Literatura
Um dos poucos documentos que se salvaram da obra ainda busca um dono
EL PAÍS teve acesso às provas de impressão no qual Gabo anotou 1.026
correções
JAN MARTÍNEZ AHRENS Cidade do México
EL
PAÍS – O JORNAL GLOBAL
Foi numa
terça-feira de 1965. Gabriel García Márquez tinha acabado de voltar
de um fim de semana em Acapulco (México) com sua mulher e seus dois filhos
quando, fulminado por um “cataclismo da alma”, sentou-se diante da máquina de
escrever e, como ele mesmo se recordaria anos mais tarde, não se levantou até o
início de 1967. Naqueles 18 meses, todos os dias, das nove da manhã às três da
tarde, o escritor colombiano gestou Cem anos de solidão.
Muito já
foi escrito sobre o ambiente mexicano em que nasceu sua obra máxima, sobre sua
obsessão criativa, suas dificuldades econômicas, o apoio constante dos
amigos. Mas muito pouco é sabido sobre a construção de Cem anos de
solidão. As chaves de sua formação material, a engenharia sobre a qual
o escritor edificou o universo de Macondo, continuam entre sombras. E esse
mistério não foi casual. Quando recebeu o primeiro exemplar impresso, em junho
de 1967, o próprio autor rasgou o original para que “ninguém pudesse descobrir
os truques ou a carpintaria secreta”. Pouquíssimos documentos se salvaram
daquela destruição histórica. Um deles, possivelmente o mais importante, foi a
primeira cópia das provas de impressão. Sobre elas, García Márquez anotou de
seu próprio punho 1.026 correções, deixando à mostra modificações e inflexões
de enorme interesse.
Esses papéis, aos quais o EL PAÍS teve acesso,
seguiram uma trajetória acidentada. O escritor os deu de presente ao cineasta
exilado Luiz Alcoriza e sua esposa, Janet. Depois da morte dos dois, foram
postos em leilão duas vezes, sem encontrar comprador. Agora, esquecidos
novamente, procuram uma instituição que os receba. “Prefiro que estejam em uma
biblioteca ou um museu que comigo”, diz o mexicano Héctor Delgado, herdeiro dos
Alcoriza.
As provas
de impressão, da editora Sudamericana, somam 181 folhas duplas, numeradas à
mão, com anotações do autor feitas com caneta esferográfica ou caneta
marca-texto. Um olhar sobre essas anotações revela as minúcias artísticas do
trabalho de García Márquez. Nelas, o autor assinala os inícios de capítulo,
reordena parágrafos, suprime e acrescenta frases, substitui ou corrige mais de
150 palavras e, em muitas ocasiões, chama a atenção para erros. Nesse exercício
fica evidente a exigência exaustiva do autor consigo mesmo. As modificações não
visam apenas purificar o texto ou aclarar a profusão de nomes dos Buendía, mas
também aprofundam seus complexos jogos de linguagem. Às vezes tratam-se de
sutilezas: de “amedrontar” passa-se para “intimidar”, de “obstruir”, para
“cegar”, ou de “completar” para “complementar”. Mas em outras a mão do escritor
vai muito mais longe: as borboletas de tornam “amarelas”, as sanguessugas são
arrancadas “queimando-as” com brasas, o troglodita é convertido em um “tosco”,
as crianças andam como “sorumbáticas”, a Ópera Magna se transforma em
“alquimia”, um São José de gesso descobre um interior “abarrotado de moedas de
ouro” e a descarga do Mauser “desbarata”, em vez de “desarticular”, um crânio.

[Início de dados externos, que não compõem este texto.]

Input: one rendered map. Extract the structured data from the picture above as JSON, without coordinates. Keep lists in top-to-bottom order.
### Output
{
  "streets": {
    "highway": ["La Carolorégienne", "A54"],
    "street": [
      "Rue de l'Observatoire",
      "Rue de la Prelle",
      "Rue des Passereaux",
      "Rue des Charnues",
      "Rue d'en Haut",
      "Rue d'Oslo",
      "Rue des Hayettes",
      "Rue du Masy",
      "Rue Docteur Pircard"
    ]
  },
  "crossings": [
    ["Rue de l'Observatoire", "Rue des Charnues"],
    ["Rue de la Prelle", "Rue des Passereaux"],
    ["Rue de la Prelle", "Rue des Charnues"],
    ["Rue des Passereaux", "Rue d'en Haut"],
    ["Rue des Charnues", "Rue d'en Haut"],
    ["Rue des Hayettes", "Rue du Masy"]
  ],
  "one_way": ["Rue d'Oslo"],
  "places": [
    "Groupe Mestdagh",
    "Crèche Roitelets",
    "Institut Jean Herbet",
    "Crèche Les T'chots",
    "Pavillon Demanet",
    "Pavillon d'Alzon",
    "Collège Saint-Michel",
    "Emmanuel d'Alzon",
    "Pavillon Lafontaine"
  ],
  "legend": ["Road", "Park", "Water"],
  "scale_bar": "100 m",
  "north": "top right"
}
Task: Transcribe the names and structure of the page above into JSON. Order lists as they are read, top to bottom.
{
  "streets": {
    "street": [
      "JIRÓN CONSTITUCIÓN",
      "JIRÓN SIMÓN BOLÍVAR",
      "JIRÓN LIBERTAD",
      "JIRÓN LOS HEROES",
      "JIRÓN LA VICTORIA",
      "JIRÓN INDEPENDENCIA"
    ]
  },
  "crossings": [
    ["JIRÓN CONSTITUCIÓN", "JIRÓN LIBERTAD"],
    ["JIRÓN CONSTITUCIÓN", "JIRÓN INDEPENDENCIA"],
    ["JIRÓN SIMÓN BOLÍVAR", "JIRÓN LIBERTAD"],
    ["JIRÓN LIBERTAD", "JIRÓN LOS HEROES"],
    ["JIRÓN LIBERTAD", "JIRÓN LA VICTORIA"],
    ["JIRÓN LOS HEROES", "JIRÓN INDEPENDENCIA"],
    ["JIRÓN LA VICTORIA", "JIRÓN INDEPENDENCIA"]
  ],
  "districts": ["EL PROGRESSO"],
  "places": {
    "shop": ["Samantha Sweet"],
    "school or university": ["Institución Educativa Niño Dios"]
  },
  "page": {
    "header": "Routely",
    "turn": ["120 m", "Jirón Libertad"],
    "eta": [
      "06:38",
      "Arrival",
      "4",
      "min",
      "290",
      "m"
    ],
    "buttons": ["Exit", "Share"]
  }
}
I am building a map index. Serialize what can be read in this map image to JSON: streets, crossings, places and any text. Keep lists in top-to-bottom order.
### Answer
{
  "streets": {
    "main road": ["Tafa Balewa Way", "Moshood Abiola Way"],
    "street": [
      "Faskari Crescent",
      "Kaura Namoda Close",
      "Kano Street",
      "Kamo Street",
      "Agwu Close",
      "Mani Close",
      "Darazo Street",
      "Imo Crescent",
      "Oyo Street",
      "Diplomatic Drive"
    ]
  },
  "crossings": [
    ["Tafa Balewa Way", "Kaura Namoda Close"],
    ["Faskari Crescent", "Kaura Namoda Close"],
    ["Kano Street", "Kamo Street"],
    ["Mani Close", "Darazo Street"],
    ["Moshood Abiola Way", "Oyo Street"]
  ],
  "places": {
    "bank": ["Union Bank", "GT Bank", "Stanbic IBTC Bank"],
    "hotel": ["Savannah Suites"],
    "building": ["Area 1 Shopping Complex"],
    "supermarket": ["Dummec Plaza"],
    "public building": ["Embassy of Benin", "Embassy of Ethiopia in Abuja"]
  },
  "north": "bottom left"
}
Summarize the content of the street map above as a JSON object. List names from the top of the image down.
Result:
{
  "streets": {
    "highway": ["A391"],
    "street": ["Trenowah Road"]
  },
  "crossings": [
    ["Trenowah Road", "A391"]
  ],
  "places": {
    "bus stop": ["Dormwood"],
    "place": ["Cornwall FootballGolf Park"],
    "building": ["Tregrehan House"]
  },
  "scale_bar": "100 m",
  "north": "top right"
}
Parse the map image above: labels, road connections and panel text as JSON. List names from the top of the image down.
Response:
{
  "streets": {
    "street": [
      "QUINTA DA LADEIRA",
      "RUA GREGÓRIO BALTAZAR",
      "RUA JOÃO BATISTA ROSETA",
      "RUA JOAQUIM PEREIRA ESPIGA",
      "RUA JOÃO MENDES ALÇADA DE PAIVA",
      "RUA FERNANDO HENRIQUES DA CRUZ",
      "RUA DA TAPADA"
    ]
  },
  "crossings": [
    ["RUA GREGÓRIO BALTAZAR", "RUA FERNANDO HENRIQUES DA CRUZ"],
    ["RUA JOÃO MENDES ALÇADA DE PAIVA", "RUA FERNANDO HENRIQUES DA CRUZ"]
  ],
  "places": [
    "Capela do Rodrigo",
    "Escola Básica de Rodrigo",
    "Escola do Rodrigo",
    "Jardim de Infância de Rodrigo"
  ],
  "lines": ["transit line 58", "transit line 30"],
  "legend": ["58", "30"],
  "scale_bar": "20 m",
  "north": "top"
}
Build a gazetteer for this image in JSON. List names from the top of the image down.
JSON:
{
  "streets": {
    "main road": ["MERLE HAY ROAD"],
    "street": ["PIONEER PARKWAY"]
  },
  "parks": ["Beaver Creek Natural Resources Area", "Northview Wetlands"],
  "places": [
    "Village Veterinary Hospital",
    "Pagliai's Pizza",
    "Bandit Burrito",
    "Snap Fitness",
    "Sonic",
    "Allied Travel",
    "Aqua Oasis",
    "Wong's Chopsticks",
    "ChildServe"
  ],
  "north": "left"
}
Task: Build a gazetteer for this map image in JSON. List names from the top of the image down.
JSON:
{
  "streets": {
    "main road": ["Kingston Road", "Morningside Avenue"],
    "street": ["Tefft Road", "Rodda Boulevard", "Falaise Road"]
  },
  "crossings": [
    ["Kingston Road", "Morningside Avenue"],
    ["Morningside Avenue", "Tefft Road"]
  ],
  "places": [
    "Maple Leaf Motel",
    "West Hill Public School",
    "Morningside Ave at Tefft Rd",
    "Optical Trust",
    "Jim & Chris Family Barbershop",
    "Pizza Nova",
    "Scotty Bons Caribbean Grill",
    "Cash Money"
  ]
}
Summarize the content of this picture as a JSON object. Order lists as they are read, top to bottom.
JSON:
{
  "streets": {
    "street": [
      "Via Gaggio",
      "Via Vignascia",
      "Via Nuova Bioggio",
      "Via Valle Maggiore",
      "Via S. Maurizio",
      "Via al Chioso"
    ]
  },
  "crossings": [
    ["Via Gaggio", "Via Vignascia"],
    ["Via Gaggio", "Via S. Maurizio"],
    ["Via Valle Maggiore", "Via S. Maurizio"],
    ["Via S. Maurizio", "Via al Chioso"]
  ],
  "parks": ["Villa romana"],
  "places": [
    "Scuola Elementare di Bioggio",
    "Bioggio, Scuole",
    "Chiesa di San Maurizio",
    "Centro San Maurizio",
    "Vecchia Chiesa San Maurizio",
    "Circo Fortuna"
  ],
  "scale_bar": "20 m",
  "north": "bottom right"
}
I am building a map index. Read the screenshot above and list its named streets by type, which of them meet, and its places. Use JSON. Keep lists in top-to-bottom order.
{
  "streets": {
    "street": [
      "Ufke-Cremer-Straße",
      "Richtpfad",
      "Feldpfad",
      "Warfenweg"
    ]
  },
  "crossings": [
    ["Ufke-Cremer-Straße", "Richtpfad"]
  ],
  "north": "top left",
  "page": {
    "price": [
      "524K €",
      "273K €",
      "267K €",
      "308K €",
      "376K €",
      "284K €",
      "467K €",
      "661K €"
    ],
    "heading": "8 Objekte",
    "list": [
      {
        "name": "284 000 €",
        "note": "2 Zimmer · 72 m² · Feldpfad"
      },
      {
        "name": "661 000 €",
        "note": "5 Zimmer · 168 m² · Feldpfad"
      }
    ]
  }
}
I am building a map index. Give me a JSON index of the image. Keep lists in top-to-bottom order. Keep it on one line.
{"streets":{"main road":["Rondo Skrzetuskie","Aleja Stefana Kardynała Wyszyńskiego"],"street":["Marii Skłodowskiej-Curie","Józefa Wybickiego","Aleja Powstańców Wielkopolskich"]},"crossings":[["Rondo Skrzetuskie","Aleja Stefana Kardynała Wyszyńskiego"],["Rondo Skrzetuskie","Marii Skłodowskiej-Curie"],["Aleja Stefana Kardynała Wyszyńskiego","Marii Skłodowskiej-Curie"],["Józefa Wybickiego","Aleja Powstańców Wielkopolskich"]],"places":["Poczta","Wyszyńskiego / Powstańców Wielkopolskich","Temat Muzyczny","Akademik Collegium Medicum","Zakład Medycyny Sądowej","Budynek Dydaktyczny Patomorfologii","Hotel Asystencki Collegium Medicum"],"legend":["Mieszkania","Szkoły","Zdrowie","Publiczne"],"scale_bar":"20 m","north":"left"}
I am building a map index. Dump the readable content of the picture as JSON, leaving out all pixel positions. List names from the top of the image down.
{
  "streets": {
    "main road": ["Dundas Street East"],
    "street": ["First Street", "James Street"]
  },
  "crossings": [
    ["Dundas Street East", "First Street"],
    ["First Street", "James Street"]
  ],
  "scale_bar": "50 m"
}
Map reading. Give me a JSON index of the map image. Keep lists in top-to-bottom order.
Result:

Quando recebeu o primeiro exemplar impresso, em junho de 1967, o próprio
autor rasgou o original para que “ninguém pudesse descobrir os truques ou a
carpintaria secreta"
Alguns
personagens ganham nuances novas com as observações adicionais. Amaranta, por
exemplo, “finge sensação de desgosto” quando ouve falar em casamento, enquanto
Aureliano vê sua “antiga piedade” transformar-se em “animadversão virulenta”.
São alterações constantes. Uma chuva fina de melhorias que, sem gerar mudanças
de fundo nem reviravoltas do argumento, descobrem a dimensão microscópica e
tenaz de um texto de cuja grandeza o autor tinha consciência.
Possivelmente
por isso, García Márquez nunca devolveu as provas de impressão à editora, mas
enviou as correções à parte. E, longe de destruir o documento, como teria sido
de se esperar, o converteu em um monumento à amizade: o deu de presente e
dedicou ao diretor de cinema Luis Alcoriza e sua esposa, a atriz austríaca
Janet Riesenfeld: “Para Luiz e Janet, uma dedicatória repetida, mas que é a
única verdadeira: do amigo que mais os ama neste mundo. Gabo. 1967.”
Uma das
anotações em 'Cem anos de solidão', com a dedicatória a Luis Alcoriza e sua
esposa, Janet Riesenfeld. / CARLOS
ROSILLO
Radicado no
México e muito próxima a Luis Buñuel, o casal fazia parte do círculo
íntimo do escritor colombiano, aquele que o tinha apoiado nas épocas mais
negras e com quem, nos bons tempos, ele tinha festejado a alegria de viver. O
próprio autor o explicou anos mais tarde em um artigo no EL PAÍS: “Quando
a editora me mandou a primeira cópia das provas de impressão, eu as levei já
corrigidas a uma festa na casa dos Alcoriza, sobretudo para matar a curiosidade
insaciável do convidado de honra, dom Luis Buñuel, que teceu todo tipo de
especulações magistrais sobre a arte de corrigir, não para melhorar, mas para
esconder. Vi Alcoriza tão fascinado com a conversa que tomei a boa decisão de
lhe dedicar as provas.”
O casal
guardou as páginas como um objeto sagrado. Dezoito anos mais tarde, quando Cem
anos de solidão já era um totem, García Márquez voltou a encontrar as
provas na casa dos Alcoriza: “Janet as tirou do baú e as exibiu na sala, até
que lhes disseram, como brincadeira, que com isso eles podiam deixar de ser
pobres. Alcoriza então fez uma cena muito sua, golpeando-se no peito com os
dois punhos e gritando com seu vozeirão bem empostado e sua determinação
carpetovetônica: ‘Pois eu prefiro morrer a vender essa joia dedicada por um
amigo’.” García Márquez respondeu escrevendo debaixo da dedicatória, com a
mesma caneta que da primeira vez: “Confirmado. Gabo. 1985.”
Luiz
Alcoriza, o exilado, morreu em 1992 em Cuernavaca. Sua esposa faleceu seis anos
depois. As provas de impressão ficaram com seu herdeiro, o engenheiro e
produtor Héctor Delgado, o homem que cuidou deles em seus últimos dias. Em
2001, com a concordância do Prêmio Nobel, as provas foram colocadas em leilão
em Barcelona por um milhão de dólares (três milhões de reais), sem encontrar
comprador. Um ano depois, tampouco foi encontrado comprador com a Christie’s.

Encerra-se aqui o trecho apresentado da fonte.